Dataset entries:
== == ==

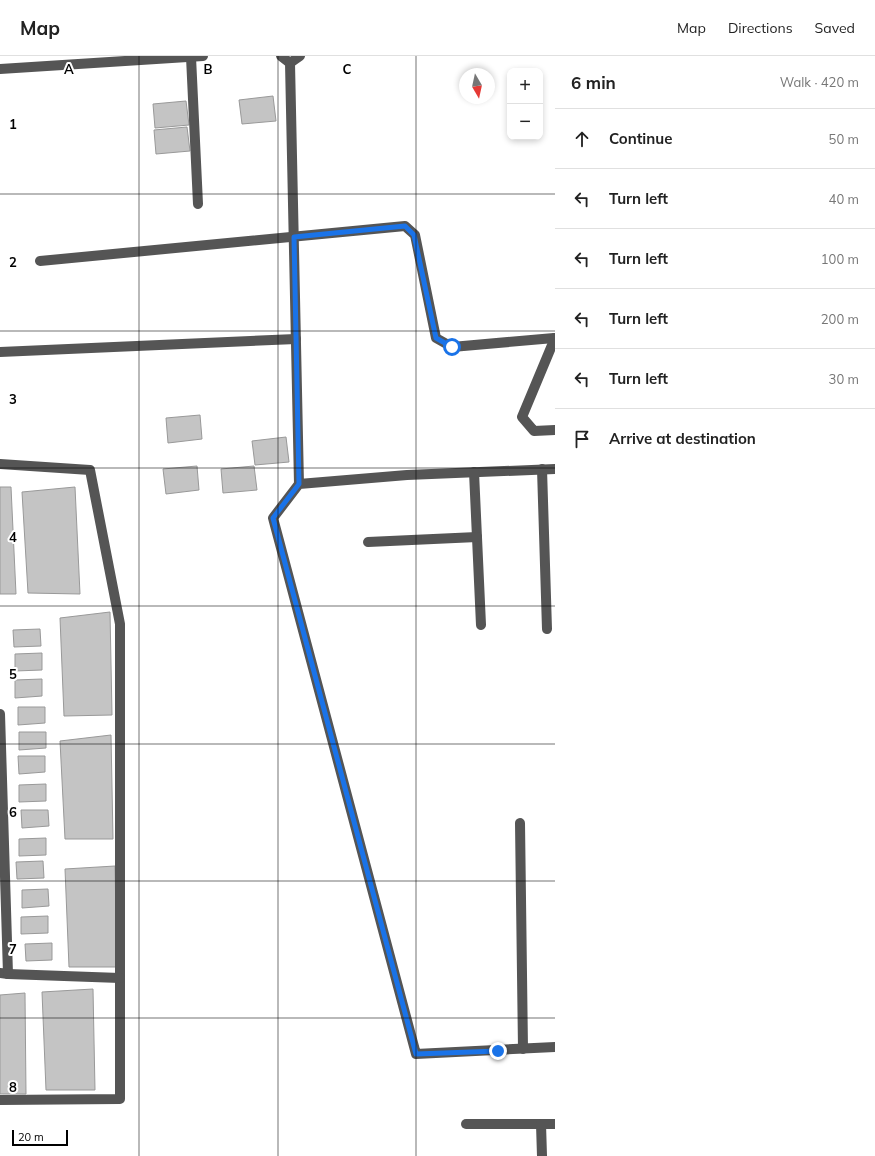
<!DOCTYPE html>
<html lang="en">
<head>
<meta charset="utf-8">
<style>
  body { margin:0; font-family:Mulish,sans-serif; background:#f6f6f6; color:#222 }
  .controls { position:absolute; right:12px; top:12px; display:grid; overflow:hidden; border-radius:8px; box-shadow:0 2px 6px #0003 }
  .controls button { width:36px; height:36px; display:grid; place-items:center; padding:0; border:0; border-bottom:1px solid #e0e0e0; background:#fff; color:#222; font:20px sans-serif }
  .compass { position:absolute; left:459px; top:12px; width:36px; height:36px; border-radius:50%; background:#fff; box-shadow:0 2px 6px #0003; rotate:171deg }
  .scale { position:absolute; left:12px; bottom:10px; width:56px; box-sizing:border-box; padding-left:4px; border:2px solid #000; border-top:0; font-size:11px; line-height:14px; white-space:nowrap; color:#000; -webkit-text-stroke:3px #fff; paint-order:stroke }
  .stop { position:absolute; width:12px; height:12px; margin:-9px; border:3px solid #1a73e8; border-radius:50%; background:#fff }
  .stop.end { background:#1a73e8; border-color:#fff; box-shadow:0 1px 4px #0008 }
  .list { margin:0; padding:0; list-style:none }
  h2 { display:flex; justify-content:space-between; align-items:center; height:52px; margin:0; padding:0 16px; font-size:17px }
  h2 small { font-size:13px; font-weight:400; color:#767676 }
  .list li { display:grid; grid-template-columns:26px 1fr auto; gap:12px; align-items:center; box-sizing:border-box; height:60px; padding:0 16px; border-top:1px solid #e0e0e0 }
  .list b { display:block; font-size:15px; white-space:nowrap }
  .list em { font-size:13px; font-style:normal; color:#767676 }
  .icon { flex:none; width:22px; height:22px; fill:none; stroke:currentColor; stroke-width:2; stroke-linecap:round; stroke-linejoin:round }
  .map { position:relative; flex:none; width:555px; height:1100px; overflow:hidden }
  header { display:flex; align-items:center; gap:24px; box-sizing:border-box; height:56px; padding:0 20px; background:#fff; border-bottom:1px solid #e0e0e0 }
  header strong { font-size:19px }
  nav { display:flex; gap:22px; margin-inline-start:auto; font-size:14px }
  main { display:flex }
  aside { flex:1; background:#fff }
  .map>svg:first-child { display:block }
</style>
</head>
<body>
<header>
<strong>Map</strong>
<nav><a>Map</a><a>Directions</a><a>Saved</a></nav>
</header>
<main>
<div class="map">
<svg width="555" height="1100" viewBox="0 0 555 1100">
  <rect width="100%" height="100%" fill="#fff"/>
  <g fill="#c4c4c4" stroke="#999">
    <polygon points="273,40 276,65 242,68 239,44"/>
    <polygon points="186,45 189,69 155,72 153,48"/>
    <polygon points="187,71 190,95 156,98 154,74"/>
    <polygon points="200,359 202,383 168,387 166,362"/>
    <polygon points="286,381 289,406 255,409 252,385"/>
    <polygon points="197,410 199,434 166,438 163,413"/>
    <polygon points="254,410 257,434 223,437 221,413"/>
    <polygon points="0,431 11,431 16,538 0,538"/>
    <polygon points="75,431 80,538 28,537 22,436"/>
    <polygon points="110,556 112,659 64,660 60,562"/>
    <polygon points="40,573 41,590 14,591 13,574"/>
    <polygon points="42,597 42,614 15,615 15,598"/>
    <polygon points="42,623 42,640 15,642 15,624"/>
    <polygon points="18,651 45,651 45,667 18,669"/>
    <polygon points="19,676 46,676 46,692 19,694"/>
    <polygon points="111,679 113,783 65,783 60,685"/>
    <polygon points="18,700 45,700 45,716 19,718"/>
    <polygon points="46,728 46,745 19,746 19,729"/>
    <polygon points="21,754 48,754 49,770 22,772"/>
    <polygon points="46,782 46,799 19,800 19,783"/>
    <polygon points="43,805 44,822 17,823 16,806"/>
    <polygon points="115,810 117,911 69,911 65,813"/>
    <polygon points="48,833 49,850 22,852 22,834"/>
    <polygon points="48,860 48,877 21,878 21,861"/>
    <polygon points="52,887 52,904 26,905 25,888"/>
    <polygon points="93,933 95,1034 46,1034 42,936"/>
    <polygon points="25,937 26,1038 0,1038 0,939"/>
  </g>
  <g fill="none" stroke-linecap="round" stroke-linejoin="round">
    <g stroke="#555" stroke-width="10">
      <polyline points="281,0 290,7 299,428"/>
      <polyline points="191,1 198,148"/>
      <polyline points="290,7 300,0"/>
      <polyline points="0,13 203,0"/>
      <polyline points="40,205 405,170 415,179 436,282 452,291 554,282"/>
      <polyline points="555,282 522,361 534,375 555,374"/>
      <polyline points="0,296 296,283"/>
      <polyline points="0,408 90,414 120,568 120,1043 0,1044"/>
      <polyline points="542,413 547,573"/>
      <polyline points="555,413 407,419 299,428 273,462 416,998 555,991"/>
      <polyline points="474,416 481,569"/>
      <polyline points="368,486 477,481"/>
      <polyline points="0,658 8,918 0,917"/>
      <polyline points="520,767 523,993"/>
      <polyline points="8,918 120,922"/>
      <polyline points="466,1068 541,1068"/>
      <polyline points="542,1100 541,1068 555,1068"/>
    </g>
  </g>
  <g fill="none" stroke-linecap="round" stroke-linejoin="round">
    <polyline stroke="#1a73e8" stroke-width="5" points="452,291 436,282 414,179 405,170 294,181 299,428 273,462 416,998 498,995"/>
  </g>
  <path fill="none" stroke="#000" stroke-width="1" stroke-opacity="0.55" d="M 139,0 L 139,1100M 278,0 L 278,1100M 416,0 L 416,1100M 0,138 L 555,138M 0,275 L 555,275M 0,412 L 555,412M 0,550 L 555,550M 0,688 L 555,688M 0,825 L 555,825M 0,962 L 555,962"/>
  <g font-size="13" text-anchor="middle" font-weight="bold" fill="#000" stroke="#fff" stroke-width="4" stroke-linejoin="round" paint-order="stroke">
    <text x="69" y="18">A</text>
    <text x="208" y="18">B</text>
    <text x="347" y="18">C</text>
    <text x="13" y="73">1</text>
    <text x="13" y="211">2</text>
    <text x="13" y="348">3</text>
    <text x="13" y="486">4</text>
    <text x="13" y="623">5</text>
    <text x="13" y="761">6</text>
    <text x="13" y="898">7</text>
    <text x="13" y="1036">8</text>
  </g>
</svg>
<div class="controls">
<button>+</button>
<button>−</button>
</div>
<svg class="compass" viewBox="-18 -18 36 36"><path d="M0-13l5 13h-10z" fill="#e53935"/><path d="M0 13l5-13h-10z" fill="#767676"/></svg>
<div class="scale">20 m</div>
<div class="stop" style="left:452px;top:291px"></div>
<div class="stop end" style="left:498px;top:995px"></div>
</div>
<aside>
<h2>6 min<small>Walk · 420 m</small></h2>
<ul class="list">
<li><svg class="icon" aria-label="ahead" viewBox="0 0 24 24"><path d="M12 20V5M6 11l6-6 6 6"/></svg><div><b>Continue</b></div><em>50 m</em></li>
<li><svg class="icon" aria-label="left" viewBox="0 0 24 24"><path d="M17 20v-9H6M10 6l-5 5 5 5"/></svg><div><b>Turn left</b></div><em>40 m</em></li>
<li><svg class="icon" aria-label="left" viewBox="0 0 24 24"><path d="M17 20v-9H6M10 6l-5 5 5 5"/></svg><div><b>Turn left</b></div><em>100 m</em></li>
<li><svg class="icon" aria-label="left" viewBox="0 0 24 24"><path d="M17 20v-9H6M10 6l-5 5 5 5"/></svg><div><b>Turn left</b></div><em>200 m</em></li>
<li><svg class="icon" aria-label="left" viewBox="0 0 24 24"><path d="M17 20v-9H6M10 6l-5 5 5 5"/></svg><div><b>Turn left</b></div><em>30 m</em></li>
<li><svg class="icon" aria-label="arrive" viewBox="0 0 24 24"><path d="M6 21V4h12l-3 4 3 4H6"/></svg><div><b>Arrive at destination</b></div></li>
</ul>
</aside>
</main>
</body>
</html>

== == ==

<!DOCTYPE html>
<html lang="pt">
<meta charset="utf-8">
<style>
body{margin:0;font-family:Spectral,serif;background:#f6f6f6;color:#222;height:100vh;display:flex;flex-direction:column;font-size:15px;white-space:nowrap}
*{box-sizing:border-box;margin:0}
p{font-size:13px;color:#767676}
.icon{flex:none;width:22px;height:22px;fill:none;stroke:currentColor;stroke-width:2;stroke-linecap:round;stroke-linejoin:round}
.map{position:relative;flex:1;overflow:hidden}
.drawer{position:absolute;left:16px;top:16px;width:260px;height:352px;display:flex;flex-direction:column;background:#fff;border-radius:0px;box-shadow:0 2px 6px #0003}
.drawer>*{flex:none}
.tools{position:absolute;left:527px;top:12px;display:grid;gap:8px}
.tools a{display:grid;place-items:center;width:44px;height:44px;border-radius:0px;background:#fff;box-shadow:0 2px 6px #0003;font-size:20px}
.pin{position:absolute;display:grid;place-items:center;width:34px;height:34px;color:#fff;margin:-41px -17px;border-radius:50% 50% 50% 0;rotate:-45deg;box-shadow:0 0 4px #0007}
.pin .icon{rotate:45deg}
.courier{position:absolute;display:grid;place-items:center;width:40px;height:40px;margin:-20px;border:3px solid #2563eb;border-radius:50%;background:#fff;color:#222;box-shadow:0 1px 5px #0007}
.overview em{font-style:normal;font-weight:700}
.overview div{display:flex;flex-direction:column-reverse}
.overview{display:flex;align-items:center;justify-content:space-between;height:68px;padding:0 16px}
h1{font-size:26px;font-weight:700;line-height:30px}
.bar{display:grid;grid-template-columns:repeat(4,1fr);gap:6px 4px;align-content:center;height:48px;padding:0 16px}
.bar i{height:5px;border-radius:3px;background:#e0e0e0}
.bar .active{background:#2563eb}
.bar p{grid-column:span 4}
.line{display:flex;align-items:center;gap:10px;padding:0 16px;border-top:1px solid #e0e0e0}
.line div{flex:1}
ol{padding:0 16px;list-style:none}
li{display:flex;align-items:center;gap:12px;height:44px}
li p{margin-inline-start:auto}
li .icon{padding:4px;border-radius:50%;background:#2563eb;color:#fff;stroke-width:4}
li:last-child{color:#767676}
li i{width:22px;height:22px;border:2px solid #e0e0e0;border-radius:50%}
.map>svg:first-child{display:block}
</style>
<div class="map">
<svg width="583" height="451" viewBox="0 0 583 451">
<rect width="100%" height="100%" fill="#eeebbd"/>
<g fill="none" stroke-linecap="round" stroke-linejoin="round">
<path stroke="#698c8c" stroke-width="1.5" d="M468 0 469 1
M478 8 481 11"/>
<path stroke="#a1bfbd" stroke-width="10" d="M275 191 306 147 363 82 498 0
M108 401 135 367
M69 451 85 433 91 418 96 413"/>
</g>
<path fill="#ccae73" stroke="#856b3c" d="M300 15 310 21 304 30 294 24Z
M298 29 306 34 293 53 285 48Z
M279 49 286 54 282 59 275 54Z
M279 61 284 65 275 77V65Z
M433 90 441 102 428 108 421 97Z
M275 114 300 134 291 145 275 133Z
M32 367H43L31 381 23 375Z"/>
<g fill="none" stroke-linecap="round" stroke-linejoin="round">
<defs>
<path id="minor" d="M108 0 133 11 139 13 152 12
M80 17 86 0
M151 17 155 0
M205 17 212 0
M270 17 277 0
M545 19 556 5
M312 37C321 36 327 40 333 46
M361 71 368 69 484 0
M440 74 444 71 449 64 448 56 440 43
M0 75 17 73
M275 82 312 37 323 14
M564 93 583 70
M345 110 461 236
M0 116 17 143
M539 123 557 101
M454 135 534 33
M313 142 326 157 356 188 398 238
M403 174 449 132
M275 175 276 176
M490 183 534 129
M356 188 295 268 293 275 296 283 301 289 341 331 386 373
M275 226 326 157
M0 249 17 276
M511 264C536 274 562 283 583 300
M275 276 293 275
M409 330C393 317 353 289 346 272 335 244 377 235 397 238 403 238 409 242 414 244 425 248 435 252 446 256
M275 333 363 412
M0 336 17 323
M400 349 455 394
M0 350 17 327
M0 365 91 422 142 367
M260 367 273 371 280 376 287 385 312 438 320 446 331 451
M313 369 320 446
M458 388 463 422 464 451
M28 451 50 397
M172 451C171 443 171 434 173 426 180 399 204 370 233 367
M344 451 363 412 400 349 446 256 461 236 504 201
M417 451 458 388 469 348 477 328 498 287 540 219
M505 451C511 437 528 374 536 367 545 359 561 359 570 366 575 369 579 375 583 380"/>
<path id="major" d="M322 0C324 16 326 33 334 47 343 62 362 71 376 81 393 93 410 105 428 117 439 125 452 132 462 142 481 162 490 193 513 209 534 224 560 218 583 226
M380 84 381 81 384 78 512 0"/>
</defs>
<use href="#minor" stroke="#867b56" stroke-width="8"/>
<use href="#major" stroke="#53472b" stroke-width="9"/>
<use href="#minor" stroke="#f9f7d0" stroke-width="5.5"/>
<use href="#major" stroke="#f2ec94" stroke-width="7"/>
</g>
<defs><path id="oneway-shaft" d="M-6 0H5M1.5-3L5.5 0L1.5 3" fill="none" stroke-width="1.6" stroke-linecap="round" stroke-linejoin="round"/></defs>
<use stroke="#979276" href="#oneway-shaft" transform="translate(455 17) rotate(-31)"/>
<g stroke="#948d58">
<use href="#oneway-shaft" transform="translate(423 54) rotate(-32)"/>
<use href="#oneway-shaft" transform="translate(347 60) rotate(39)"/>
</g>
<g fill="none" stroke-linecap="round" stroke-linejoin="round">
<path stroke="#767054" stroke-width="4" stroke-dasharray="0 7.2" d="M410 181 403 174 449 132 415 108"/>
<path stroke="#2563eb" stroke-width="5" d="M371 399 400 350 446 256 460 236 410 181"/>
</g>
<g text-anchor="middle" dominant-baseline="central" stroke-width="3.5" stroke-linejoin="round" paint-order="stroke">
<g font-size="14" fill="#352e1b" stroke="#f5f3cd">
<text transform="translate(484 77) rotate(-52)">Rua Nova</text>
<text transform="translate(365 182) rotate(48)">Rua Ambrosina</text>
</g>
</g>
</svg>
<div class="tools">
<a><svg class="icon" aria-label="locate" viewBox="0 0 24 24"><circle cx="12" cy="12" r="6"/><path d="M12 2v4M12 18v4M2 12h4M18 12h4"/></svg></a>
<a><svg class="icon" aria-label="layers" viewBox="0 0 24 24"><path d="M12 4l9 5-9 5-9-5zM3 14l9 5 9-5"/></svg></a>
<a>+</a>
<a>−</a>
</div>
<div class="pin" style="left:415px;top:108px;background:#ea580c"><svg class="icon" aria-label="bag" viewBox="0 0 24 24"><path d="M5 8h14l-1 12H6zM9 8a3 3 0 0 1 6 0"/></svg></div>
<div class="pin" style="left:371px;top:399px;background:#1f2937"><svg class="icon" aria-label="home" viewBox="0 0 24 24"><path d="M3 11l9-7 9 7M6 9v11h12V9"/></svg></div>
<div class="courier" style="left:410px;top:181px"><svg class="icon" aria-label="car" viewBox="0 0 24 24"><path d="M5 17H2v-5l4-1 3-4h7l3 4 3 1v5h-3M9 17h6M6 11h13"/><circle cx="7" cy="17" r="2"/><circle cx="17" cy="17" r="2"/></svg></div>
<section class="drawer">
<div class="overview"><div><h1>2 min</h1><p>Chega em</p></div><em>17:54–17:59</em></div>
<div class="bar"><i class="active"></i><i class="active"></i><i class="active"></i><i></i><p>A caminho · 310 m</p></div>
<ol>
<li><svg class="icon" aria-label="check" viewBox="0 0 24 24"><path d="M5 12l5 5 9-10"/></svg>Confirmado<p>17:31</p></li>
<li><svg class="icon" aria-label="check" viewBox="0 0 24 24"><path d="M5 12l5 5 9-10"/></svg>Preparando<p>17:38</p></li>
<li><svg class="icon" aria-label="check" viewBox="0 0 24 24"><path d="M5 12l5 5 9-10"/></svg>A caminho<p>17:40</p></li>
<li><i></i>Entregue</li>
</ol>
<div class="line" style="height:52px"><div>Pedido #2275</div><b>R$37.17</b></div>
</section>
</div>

== == ==

**What to do**
For every line in the data above that holds "drawer", return the line itself.

**Your solution**
.drawer{position:absolute;left:16px;top:16px;width:260px;height:352px;display:flex;flex-direction:column;background:#fff;border-radius:0px;box-shadow:0 2px 6px #0003}
.drawer>*{flex:none}
<section class="drawer">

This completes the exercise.